Caroline’s Story

October 10, 2008

She’s leaving him again. It seemed so right this time, but she was let down… again. Green florescent lights the gray walls, gray like her heart. Every bit of color was washed away by the dirt and dirty water of years painfully remembered. Even though her limbs are moving, her love is dead.

“Where will you go?” I ask as she picks up her bag. “Anywhere. Anywhere away from this dismal dwelling. I need to breathe again.” I offer to help her, but am flatly refused. She’s an independent girl.

I met Caroline five years ago, at a family camp, where we read scripture and sang songs of praise. She’s not singing anymore. Caroline was your average teenage girl, who had your average heartbreaks and average recoveries from that pain. Eventually, the heartbreaks were too often and the recovery became harder and harder. The only place to turn for help was another lover destined for another broken heart.

I remember one time while we were walking down a suburban sidewalk, talking back and forth as a good friends do. We shared our dreams, Caroline and I. We were not lovers, but simply friends who cared for each other. She hoped for true love and had big dreams in store. I was in the midst of despising love and didn’t know what I wished to do with my life. She knew where she wanted to go.

Until the baby came. No one knows how such things happen. Perhaps it is a gradual decline, where even the best of persons can end up living in death. Maybe it’s happenstance that thrusts some people into a situation they would never enter, apart from that single instant. However it happens – it is irreversible. The tides of life push some to sunny shores, while it pulls others out into the swallowing waves of water.

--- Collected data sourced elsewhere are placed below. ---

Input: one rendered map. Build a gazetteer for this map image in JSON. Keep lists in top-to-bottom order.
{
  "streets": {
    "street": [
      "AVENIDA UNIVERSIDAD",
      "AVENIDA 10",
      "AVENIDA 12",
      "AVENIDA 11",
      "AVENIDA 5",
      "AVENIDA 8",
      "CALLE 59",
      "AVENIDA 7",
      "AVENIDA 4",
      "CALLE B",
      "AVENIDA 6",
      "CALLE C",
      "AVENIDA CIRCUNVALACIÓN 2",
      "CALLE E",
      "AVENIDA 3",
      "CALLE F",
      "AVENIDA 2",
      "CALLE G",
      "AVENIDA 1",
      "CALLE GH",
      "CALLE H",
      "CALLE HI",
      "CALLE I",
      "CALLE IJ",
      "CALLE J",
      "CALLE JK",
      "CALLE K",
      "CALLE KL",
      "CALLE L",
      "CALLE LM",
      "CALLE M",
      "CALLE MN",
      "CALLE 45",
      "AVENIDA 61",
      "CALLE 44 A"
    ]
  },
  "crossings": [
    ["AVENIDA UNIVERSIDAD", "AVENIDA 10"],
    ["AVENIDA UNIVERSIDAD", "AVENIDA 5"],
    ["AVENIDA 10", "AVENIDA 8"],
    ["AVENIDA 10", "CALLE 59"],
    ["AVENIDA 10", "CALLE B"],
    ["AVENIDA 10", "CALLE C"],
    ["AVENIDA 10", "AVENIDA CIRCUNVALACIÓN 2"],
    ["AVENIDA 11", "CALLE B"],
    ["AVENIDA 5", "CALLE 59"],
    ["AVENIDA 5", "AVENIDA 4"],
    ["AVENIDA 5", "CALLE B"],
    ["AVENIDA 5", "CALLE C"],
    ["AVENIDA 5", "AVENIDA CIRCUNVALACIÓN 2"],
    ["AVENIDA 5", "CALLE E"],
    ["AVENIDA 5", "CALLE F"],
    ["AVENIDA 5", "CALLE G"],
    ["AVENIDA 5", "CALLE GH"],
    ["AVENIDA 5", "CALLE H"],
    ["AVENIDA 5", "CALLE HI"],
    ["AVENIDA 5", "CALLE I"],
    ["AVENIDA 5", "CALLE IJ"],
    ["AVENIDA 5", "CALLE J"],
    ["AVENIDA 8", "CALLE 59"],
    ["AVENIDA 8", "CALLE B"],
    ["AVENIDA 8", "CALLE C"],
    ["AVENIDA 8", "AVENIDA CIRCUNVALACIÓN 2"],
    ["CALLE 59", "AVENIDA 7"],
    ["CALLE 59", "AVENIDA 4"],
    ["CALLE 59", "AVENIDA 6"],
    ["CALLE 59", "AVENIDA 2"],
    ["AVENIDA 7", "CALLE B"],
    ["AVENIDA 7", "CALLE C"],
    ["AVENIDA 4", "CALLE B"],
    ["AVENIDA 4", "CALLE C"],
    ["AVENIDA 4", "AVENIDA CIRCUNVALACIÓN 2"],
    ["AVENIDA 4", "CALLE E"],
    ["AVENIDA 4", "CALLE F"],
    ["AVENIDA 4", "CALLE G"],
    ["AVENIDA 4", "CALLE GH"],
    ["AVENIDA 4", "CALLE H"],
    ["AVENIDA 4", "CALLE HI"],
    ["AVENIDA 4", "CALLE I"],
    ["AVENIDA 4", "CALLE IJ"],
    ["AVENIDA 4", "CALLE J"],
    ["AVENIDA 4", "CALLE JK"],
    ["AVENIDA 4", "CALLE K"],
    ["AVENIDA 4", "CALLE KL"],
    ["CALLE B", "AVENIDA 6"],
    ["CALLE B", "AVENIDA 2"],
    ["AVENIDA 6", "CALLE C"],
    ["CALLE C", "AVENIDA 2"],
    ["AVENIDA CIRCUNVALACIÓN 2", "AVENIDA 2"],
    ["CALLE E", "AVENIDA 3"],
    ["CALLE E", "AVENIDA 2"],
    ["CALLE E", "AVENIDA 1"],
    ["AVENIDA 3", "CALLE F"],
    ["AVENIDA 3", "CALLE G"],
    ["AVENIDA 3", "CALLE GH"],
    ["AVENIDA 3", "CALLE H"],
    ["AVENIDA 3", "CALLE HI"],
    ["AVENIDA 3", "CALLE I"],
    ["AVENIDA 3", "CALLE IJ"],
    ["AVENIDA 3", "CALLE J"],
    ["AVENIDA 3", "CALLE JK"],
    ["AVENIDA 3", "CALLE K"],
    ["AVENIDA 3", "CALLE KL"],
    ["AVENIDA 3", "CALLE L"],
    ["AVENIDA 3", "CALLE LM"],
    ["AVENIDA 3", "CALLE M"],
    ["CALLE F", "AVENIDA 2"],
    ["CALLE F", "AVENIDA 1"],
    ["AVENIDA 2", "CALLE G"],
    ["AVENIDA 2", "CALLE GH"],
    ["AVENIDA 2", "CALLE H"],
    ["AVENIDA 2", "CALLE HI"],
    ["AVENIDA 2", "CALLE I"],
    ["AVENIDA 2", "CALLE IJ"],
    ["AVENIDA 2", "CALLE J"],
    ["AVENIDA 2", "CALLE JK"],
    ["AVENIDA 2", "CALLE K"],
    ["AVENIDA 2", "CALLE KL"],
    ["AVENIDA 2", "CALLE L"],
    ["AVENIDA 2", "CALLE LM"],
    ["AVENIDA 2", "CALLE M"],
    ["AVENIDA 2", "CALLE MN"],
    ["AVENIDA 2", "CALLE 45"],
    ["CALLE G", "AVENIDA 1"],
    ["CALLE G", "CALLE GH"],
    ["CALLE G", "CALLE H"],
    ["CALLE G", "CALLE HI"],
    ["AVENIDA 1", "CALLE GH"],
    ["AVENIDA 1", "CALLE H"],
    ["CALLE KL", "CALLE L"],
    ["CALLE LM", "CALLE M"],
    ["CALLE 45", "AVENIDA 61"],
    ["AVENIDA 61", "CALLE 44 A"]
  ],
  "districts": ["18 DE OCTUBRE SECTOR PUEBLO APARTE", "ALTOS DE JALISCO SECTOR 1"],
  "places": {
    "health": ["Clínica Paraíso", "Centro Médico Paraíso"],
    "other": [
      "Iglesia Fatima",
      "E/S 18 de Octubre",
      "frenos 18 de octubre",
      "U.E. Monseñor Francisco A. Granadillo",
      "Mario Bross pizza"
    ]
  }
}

The child impacted us all; her friends, her family, everyone who knew her. We prayed, we cried, and we tried praying some more. You can’t pray to change a deed already done, only to change the people involved, change them into better people. Give them peace and love – we pray.

As the memories of the events fly past my mind’s eye, I wonder if I could have done something different. What words should I have said, how could I have shown her love? Was there any hope for a different outcome, or was her life destined to progress like this? I suppose the only way to help her now is to love her.

I watch her slender form disappear past the flickering lights. As she walks down the hallway, I find peace. I know I will see her again, and while she is gone, I know she will be held in arms much stronger then my own. Caroline – you leave with my prayers for a better life this time. Godspeed.

(Caroline is not simply a girl of my dreams, nor of my nightmares. She is a fragile, broken person who makes her life in this world and whose memory lives on in my head.)